I am reading this amazing book by Jo Boaler called Mathematical Mindsets.
In it she references Carol Dweck's research on growth mindset and takes it a step further to make some needed connections to math teaching and learning in the United States and Great Britain. She discusses some work by psychologist Jason Moser. He studied the neural mechanisms that operate in people's brains when they make mistakes. He stated that there are two possible responses in the brain when we make a mistake. The first is called an ERN response which is an increased electrical activity when the brain has conflict between a correct response and an error. This brain activity occurs whether or not a person knows they have made a mistake. The second response, called a Pe, is a brain signal when we know we've made a mistake. It happens when we know we've made the mistake and we pay attention to the error. Moser's study is interesting because it shows that we don't even have to be aware that we've made a mistake for brain sparks to occur. Moser concluded two interesting things. First, they found that students' brains reacted with greater ERN and Pe responses when they made mistakes than when their answers were correct. Second, they found that brain activity was greater following a mistake for students who had a growth mindset compared to those with a more fixed mindset. Those people with growth mindsets had a greater awareness of their errors were more likely to go back and correct errors. So, there was a greater chance with these people that more brain sparks were likely to occur.
All this brain research is interesting, but what can we do in our classrooms to change the way children feel about making mistakes? Historically, math has always been so focused on getting the correct answer that it is hard to change our way of thinking about wrong answers. We really need to do things in our classroom to change that message. There's a great idea in the book about a teacher who starts math class by asking students to crumble up a piece of paper. Then students throw it at the board thinking about the feeling they had when they have made mistakes in math. Then students get their papers back, smooth them out and trace all the crumple lines with markers. The teacher explains that the crumple lines all represent brain growth that we experience when we make mistakes. Then the students keep these papers in a math folder or notebook.

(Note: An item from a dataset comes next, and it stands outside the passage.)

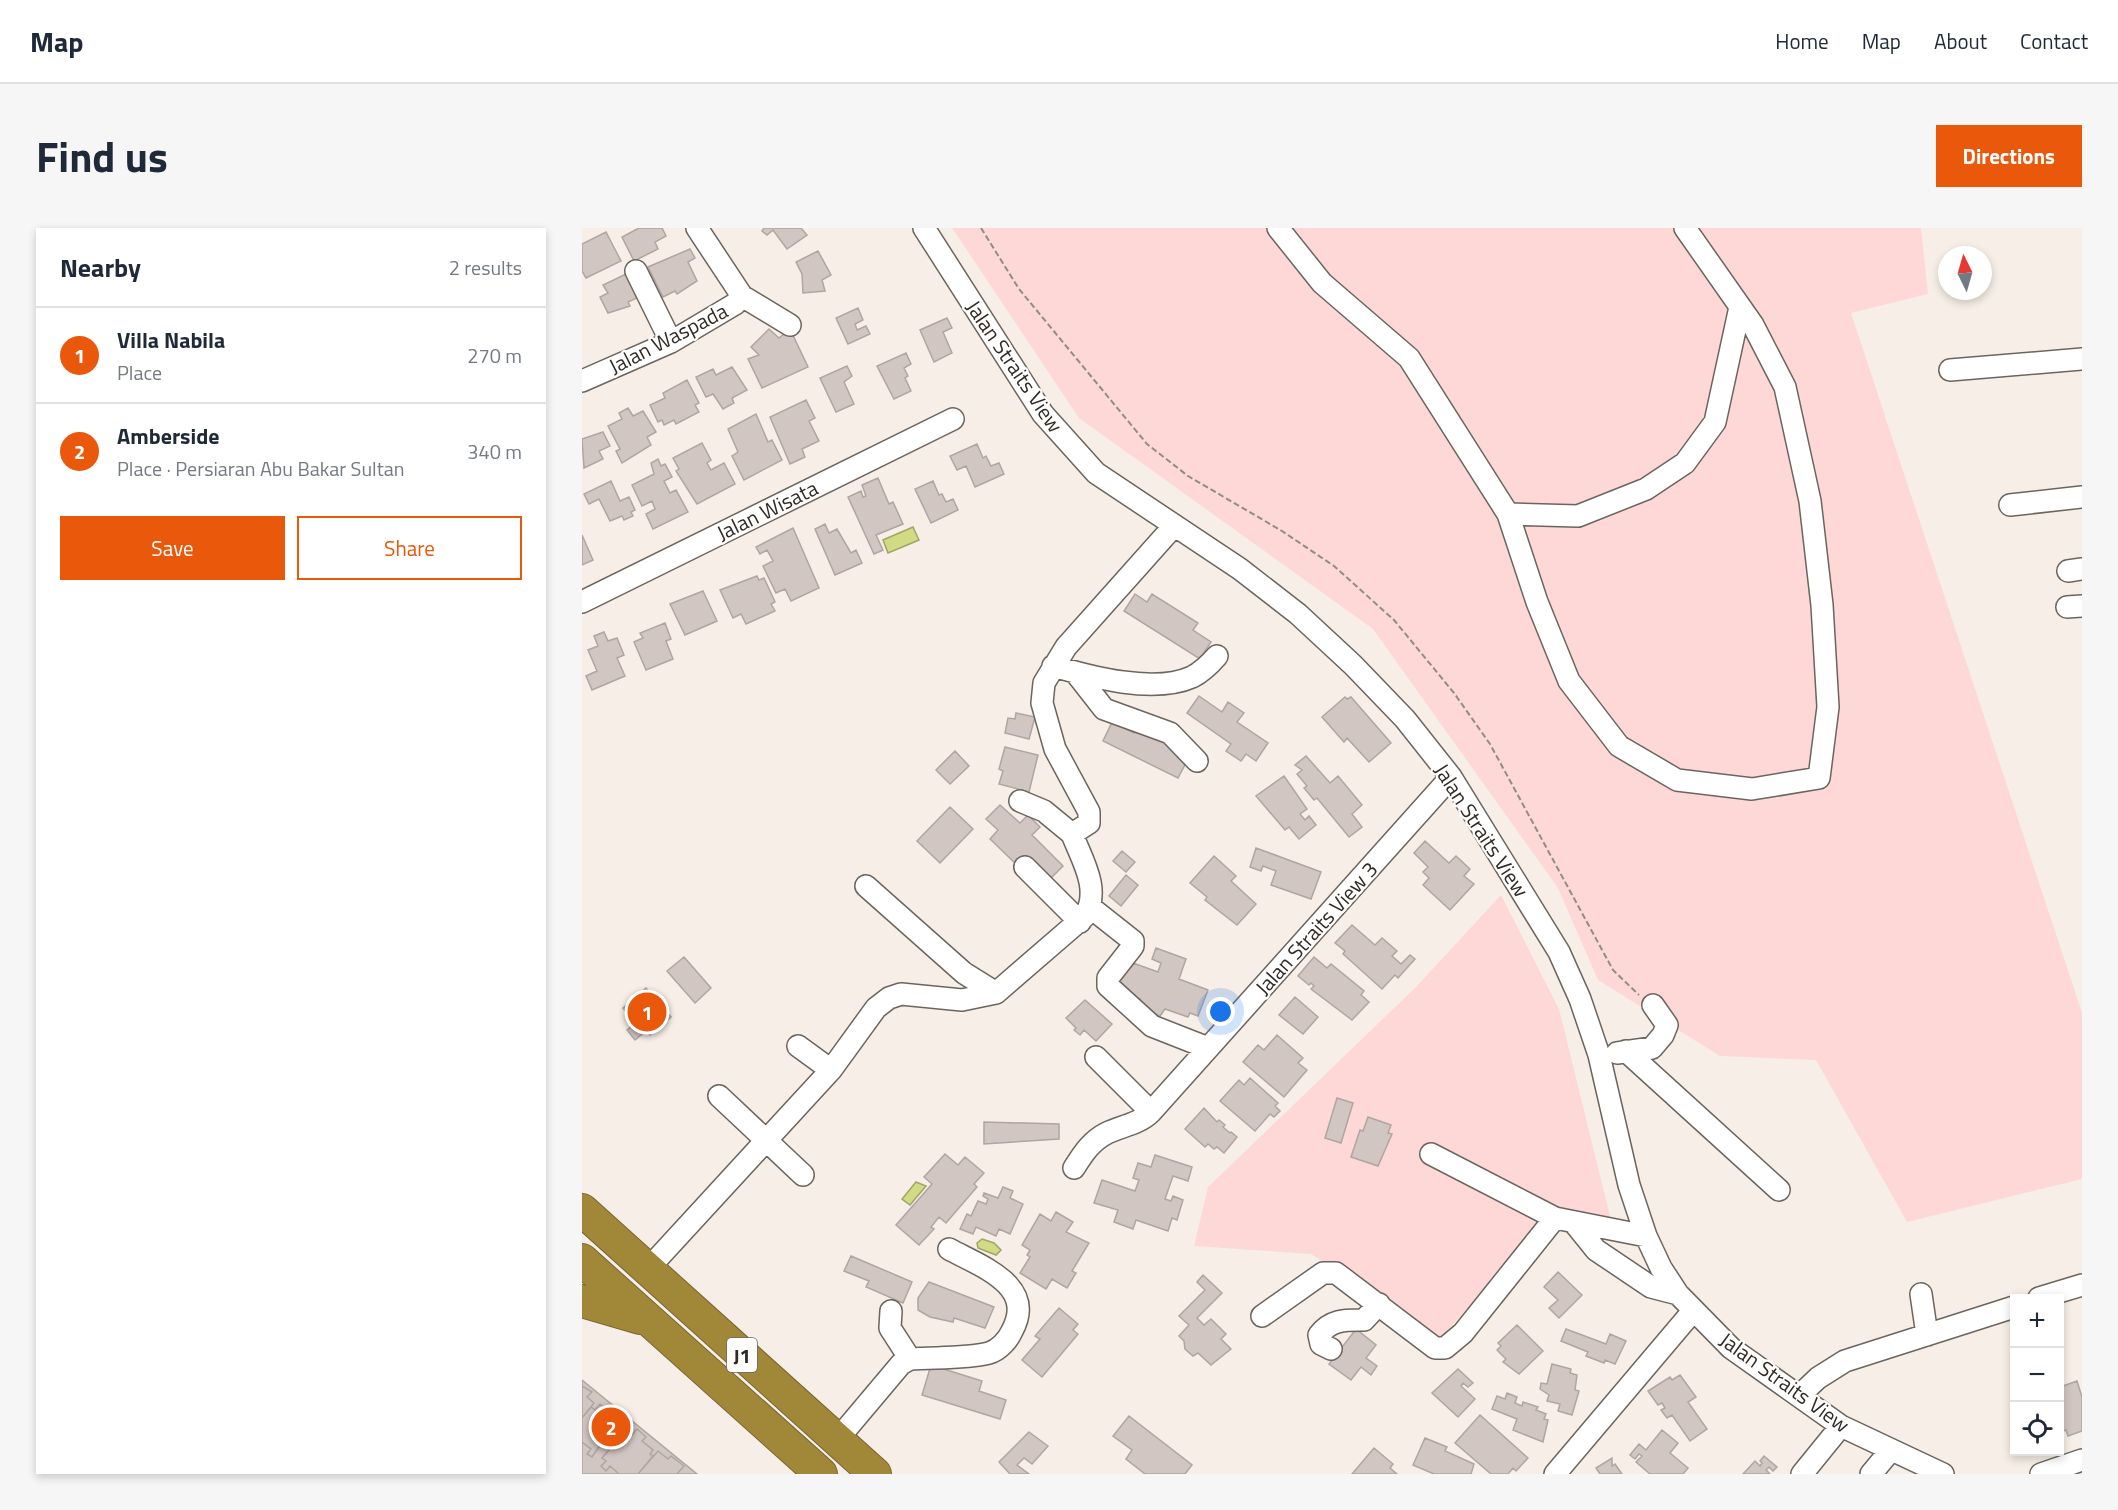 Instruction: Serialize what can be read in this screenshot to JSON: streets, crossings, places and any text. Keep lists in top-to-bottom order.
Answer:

Another idea referenced in the book is something called "My favorite mistake." When students are solving problems in math, choose a wrong answer that has a lot of right things in it, but there's just one little conceptual mistake. Share that with the class and focus on all the right things in the answer. Then focus on the mistake and how students can learn from it. There's a great video from the Learning Channel called "My Favorite No" where an middle school math teacher does something like this. Doing things like this can start to change our students' thinking about mistakes.